Mai 1910: Die Worte ihrer geliebten Gönnerin klangen in Alvines Ohren nach, als sie das Café verließ: »Wie schade, ich hätte Sie so gerne studieren gesehen.«

Sie umklammerte die gelbe Broschüre fester, es sollte ihr letztes Andenken an ihr großes Vorbild sein. Zum Glück hatten sie sich nicht im Bösen getrennt, sogar Albernheiten ausgetauscht und dann hatte sie ihr eine Widmung in ihr Werk hineingeschrieben. Es würde nun ihr Talisman sein: das Buch jener Dame, die hohe Bildung für Frauen in diesem Land möglich gemacht hatte. Wegen ihr eroberten seit zwei Jahren zwar noch wenige, aber dafür sehr vorbildliche Studentinnen die Fakultäten, und ihre guten Noten ließen die männlichen Kommilitonen erblassen.
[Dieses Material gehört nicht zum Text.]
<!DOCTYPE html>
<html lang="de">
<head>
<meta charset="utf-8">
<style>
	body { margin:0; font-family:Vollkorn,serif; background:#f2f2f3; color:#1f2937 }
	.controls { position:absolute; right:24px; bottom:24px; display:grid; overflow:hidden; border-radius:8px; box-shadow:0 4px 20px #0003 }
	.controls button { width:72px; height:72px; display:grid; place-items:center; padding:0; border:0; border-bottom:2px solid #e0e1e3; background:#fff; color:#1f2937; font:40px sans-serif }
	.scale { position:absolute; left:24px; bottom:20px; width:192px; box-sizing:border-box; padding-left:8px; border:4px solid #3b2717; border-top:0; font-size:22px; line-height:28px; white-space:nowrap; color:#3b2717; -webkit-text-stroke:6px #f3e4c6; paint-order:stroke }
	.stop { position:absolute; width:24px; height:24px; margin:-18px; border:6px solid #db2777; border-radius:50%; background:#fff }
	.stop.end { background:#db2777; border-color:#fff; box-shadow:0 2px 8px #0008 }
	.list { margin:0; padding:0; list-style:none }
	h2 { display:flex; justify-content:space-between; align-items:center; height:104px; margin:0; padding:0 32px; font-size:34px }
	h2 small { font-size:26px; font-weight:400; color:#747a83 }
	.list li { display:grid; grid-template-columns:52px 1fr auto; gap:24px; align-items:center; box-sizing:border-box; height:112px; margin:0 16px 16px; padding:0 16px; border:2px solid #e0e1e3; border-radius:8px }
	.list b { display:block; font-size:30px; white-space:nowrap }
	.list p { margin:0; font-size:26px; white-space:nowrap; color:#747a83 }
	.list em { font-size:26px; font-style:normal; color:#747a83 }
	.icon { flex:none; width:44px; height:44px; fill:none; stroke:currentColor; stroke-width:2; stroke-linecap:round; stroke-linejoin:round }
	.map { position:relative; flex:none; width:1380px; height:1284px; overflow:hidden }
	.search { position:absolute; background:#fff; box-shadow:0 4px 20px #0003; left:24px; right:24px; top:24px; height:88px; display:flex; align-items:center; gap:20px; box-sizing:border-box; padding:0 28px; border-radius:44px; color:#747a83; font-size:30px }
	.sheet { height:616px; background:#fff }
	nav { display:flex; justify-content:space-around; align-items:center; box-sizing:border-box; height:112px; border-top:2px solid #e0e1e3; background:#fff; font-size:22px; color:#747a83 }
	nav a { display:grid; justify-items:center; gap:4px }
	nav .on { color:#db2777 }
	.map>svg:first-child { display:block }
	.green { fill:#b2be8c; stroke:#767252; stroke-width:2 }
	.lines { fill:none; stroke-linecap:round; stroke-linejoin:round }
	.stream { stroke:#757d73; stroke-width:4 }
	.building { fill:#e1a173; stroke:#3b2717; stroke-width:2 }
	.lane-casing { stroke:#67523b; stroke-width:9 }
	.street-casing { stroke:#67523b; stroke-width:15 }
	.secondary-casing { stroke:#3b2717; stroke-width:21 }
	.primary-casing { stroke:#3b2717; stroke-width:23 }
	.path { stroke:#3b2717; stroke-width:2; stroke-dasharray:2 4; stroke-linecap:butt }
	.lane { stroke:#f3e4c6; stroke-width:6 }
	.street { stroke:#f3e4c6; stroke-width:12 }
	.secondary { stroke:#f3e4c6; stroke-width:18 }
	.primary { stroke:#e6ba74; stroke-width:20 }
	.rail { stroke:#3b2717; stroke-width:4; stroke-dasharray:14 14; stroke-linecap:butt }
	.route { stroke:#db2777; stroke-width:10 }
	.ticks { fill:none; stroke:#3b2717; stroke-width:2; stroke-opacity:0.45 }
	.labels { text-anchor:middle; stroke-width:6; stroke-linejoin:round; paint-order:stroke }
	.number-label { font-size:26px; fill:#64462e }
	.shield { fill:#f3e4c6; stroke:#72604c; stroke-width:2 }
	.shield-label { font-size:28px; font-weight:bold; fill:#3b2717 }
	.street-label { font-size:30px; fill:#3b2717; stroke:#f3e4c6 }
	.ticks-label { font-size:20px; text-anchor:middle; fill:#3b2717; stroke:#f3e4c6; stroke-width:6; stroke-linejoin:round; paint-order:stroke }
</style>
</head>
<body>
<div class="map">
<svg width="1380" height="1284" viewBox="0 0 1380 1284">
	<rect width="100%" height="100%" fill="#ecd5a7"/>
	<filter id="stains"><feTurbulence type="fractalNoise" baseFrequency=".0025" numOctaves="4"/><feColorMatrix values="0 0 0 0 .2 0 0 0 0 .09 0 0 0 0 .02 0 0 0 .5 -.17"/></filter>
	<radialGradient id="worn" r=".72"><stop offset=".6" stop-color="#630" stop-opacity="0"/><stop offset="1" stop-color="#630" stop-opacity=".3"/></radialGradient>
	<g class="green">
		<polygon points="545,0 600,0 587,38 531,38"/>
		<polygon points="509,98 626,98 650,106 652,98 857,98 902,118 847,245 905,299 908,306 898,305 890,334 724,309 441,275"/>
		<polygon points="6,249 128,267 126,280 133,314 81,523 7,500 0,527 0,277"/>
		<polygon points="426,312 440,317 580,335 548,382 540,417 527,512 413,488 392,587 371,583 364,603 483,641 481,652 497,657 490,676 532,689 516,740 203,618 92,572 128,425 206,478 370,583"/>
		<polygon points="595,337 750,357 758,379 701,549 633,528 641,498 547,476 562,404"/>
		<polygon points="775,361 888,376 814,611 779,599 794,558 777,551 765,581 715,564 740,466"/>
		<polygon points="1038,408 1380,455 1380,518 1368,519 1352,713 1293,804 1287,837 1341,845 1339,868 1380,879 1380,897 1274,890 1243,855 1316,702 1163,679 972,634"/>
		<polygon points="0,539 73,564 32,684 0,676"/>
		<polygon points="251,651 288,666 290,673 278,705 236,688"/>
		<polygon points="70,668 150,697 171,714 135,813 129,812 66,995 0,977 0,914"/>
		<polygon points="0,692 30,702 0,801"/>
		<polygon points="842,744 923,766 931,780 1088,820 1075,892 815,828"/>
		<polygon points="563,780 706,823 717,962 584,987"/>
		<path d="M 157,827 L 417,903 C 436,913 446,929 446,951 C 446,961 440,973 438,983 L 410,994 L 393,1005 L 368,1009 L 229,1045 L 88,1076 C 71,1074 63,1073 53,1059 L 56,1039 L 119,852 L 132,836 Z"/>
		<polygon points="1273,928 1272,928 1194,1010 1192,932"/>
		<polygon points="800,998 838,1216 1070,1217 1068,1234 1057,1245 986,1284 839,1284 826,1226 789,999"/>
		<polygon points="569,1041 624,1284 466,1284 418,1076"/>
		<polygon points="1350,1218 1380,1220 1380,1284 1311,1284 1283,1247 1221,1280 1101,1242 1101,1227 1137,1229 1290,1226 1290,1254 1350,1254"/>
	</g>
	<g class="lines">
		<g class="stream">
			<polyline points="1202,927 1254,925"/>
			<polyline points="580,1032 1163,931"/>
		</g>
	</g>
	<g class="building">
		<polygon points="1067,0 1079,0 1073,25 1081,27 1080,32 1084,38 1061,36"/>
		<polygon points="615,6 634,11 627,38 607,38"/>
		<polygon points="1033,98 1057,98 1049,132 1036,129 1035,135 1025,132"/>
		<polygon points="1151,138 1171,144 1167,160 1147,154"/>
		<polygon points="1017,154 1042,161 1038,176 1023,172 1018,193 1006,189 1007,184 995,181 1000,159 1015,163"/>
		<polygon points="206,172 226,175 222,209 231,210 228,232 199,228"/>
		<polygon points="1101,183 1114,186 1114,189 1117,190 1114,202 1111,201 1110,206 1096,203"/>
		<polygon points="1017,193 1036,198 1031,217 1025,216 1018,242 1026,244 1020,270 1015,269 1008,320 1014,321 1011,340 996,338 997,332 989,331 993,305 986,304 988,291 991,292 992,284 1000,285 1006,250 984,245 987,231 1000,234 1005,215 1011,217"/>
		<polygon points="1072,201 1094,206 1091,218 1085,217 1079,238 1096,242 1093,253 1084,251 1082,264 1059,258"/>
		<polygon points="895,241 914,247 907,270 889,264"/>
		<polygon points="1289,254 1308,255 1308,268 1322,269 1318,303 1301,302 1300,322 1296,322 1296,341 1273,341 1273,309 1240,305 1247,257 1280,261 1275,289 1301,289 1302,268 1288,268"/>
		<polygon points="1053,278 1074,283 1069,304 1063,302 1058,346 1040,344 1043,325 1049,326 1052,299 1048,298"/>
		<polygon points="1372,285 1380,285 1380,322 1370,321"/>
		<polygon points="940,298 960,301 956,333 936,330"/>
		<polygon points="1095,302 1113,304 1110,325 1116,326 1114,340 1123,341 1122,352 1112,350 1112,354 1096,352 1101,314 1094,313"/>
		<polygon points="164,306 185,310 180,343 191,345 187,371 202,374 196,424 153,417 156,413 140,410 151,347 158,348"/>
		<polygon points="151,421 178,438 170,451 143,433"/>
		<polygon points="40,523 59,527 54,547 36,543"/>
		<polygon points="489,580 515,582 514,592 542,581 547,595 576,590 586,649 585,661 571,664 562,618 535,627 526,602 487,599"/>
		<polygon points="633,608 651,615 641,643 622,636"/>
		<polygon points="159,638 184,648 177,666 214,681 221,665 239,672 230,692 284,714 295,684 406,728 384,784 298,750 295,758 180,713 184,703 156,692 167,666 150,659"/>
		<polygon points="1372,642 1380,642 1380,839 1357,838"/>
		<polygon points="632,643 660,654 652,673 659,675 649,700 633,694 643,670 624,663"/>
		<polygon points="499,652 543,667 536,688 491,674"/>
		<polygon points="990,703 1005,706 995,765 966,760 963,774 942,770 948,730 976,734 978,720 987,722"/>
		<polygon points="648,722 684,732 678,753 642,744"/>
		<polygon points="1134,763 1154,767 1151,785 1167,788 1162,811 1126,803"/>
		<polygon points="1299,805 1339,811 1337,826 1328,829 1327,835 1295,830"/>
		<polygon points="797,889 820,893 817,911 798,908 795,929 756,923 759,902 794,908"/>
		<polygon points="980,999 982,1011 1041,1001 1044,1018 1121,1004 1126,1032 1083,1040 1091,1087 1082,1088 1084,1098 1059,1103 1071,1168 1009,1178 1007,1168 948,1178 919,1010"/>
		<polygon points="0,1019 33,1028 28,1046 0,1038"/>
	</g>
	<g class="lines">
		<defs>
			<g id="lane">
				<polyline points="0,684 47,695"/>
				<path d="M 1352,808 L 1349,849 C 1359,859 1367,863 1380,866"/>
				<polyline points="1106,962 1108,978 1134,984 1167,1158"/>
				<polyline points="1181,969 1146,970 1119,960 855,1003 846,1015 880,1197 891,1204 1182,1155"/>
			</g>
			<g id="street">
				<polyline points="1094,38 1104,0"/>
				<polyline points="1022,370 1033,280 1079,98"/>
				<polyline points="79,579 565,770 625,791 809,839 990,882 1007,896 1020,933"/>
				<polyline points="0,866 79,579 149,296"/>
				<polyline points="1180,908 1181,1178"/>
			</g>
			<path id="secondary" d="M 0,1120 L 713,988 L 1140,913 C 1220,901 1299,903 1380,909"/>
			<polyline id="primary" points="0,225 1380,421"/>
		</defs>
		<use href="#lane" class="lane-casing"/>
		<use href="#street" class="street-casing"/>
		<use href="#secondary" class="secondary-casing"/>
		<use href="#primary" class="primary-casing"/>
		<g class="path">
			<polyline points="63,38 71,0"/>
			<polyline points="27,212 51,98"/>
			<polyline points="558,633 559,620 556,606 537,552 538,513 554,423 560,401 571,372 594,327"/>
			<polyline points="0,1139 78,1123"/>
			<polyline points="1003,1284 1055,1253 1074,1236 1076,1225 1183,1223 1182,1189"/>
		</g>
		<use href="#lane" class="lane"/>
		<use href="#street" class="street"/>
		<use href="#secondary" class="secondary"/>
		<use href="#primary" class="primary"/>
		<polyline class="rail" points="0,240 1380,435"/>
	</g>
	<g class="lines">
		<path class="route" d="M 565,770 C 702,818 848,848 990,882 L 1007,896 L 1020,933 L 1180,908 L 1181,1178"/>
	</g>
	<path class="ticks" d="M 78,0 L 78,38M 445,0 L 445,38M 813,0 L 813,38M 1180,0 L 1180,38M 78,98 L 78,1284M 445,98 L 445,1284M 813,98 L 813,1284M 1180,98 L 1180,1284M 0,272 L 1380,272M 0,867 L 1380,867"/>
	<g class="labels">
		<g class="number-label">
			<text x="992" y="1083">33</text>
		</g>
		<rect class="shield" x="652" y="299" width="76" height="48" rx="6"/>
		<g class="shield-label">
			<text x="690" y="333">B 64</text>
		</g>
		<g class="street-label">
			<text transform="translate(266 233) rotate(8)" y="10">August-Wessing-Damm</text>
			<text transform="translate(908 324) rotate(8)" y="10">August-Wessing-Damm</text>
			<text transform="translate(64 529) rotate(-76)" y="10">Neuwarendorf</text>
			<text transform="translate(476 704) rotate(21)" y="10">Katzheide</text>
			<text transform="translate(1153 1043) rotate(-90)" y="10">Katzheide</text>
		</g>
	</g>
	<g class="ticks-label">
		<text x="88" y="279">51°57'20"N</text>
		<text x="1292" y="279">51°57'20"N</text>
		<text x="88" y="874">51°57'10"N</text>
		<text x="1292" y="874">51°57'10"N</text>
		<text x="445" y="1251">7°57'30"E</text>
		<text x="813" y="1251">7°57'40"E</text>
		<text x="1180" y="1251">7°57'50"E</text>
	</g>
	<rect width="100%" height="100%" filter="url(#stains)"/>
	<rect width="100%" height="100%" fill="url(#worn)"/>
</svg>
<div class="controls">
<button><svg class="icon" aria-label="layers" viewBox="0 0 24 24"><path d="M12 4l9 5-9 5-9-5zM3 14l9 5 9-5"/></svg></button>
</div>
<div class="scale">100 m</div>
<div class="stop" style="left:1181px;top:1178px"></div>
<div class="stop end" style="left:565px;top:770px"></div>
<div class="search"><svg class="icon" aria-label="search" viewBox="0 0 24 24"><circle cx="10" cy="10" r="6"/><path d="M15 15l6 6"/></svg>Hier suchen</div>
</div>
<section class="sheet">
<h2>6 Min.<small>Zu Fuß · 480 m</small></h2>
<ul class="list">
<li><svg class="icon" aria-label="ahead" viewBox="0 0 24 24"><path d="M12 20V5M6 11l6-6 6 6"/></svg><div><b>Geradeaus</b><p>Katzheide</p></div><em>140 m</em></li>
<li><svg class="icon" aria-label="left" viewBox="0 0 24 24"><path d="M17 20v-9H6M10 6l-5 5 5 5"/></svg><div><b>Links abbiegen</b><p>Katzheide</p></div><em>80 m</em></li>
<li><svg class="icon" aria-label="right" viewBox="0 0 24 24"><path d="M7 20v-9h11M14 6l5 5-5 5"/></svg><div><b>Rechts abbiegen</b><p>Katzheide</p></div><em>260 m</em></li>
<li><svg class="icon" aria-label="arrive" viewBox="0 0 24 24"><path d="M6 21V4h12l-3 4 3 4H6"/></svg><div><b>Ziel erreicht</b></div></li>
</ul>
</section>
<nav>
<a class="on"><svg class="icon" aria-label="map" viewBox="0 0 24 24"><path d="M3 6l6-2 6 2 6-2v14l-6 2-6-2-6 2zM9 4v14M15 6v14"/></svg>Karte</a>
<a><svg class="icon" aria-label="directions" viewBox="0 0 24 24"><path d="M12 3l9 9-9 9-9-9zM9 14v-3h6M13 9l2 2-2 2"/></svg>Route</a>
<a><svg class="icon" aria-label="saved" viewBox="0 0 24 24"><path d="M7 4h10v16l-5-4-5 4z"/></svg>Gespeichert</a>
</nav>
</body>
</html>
Es war zu spüren – ein neuer Wind wehte. Jeder Frau sollte bald das Recht zugesprochen werden, zu entscheiden. Ob sie ihre traditionelle Rolle bekleiden, also unter dem Schutz des männlichen Familienoberhauptes ihre Selbstverantwortung abgeben, oder ob sie mit den Männern Seite an Seite die wirtschaftlichen und politischen Vorgänge des Reiches mitbestimmen wollte.

Alvine Hoheloh war ein Blaustrumpf. Was ursprünglich als ein abwertender Begriff für ihresgleichen gelten sollte, hatte sie sich zu eigen gemacht. Sie trug blaue Strümpfe und hatte vor, sehr großen merkantilen Erfolg zu erlangen.

Ihre Gönnerin wusste um die Natur der jungen Kämpferin und hatte ihr ihr vollstes Vertrauen ausgesprochen, all dies zu erreichen, auch ohne ein ökonomisches Fach zu studieren. Dies in ihrem Herzen zu wissen, bekräftigte sie einmal mehr.

Alvine atmete tief durch und betrat die Straße. Kaum dass sie einige Schritte gelaufen war, meldeten sich die monatlichen Krämpfe von Neuem, was ihre ohnehin schmal gesäte Geduld noch mehr strapazierte. Die Sonne knallte ihr auf den dunklen Schopf, doch sie mochte den riesigen Hut nicht aufsetzen, der ihr von ihrem Vater mitgegeben wurde.

Alfred Hohelohs Haarwuchs war dünn und so vermochte er zeit seines Lebens nicht nachzuvollziehen, dass seiner Tochter die üppig gewachsene Lockenmähne schon schwer genug wog – noch dazu, wenn sie diese hochsteckte.

Zwei Damen, ausladend behütet und mit Sonnenschirm, passierten sie und brachen sogleich in aufgeregtes Getuschel aus. Etwa wegen ihrer lohbraunen Haut? Als wäre sie die einzige feine Person, die von Natur aus mit einem dunkleren Teint gesegnet war! Doch ihr ging auf, dass sie sich wohl sich über das lachsfarbene Kleid mit dem Glockenrock und der kleinen Schleppe lustig machten, weil es aus der letzten Saison war. Sie hingegen wirkten in ihren modisch aktuellen Humpelröcken wie Enten!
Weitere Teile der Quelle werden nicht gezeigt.